Credit ESA
Massive deposits of water ice up to 2.5 km deep may be discovered at Mars‘s Equator.
Recently, the European Space Agency’s (ESA) Mars Express took another look at one of the Red Planet’s intriguing features to figure out what it’s made of.
Turns out, those mysterious piles we saw 15 years ago are layers of water ice stretching deep below the Martian surface.
Back then, Mars Express studied the Medusae Fossae Formation (MFF) and found massive deposits up to 2.5 km deep. However, the composition remained a puzzle until now. The new research indicates that it’s not windswept dust but layers of water ice.
If we could melt all that ice in the MFF, it would create a water layer 1.5 to 2.7 m deep covering the entire planet – the largest amount of water ever identified in this part of Mars. It’s enough water to fill Earth’s Red Sea!
Credit ESA
The MFF features are like colossal sculptures shaped by the Martian wind, spanning hundreds of kilometers and reaching several kilometers in height. Situated between the highlands and lowlands of Mars, these formations might be the largest source of dust on the planet, making them a significant and extensive deposit.

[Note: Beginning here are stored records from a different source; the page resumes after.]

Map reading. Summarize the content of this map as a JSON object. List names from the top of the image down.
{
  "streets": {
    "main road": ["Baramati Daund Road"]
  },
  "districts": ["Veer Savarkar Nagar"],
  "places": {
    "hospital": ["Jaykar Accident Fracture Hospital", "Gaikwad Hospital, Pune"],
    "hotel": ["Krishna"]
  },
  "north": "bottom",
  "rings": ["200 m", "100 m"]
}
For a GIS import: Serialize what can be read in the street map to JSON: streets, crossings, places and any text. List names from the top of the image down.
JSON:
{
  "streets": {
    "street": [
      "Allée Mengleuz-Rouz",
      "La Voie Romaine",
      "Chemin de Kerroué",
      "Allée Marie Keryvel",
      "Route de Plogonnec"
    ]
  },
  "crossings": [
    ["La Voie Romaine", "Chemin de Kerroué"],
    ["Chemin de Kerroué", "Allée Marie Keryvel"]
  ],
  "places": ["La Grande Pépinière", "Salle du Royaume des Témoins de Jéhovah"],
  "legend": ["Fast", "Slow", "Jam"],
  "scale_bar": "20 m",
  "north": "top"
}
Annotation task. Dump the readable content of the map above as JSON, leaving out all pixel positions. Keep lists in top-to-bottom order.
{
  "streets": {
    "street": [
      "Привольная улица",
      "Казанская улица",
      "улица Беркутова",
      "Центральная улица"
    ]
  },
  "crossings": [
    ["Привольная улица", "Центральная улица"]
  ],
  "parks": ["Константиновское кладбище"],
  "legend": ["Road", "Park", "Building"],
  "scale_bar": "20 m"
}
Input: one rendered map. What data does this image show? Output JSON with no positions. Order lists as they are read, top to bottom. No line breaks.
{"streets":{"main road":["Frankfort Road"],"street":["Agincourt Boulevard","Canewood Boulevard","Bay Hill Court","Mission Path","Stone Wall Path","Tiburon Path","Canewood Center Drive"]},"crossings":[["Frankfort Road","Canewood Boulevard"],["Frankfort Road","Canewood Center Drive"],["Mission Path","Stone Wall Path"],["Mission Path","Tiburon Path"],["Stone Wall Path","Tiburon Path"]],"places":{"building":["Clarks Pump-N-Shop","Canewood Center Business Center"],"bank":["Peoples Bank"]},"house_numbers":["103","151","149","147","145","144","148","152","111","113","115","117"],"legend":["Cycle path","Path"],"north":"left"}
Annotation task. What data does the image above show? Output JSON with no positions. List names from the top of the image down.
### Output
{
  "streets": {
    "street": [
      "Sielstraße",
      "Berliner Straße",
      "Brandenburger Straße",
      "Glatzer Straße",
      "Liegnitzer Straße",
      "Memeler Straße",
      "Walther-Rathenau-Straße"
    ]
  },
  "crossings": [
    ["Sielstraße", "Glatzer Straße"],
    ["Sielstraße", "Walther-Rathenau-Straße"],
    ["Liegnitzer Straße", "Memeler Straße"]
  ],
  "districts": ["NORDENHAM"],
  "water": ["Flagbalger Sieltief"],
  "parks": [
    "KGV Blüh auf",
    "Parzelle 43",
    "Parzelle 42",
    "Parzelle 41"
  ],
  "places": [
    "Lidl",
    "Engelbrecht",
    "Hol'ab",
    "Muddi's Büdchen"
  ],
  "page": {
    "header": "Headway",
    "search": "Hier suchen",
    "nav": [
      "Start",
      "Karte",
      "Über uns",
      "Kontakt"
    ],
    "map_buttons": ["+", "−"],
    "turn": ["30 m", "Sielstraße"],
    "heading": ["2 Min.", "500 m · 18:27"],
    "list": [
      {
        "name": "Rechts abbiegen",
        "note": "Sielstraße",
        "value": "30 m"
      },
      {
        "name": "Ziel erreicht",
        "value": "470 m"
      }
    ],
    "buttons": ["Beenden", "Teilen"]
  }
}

Thomas Watters of the Smithsonian Institution, USA, lead author of both the new research and the initial 2007 study, explains:
“We’ve explored the MFF again using newer data from Mars Express’s MARSIS radar, and found the deposits to be even thicker than we thought: up to 3.7 km thick. Excitingly, the radar signals match what we’d expect to see from layered ice, and are similar to the signals we see from Mars’s polar caps, which we know to be very ice rich.”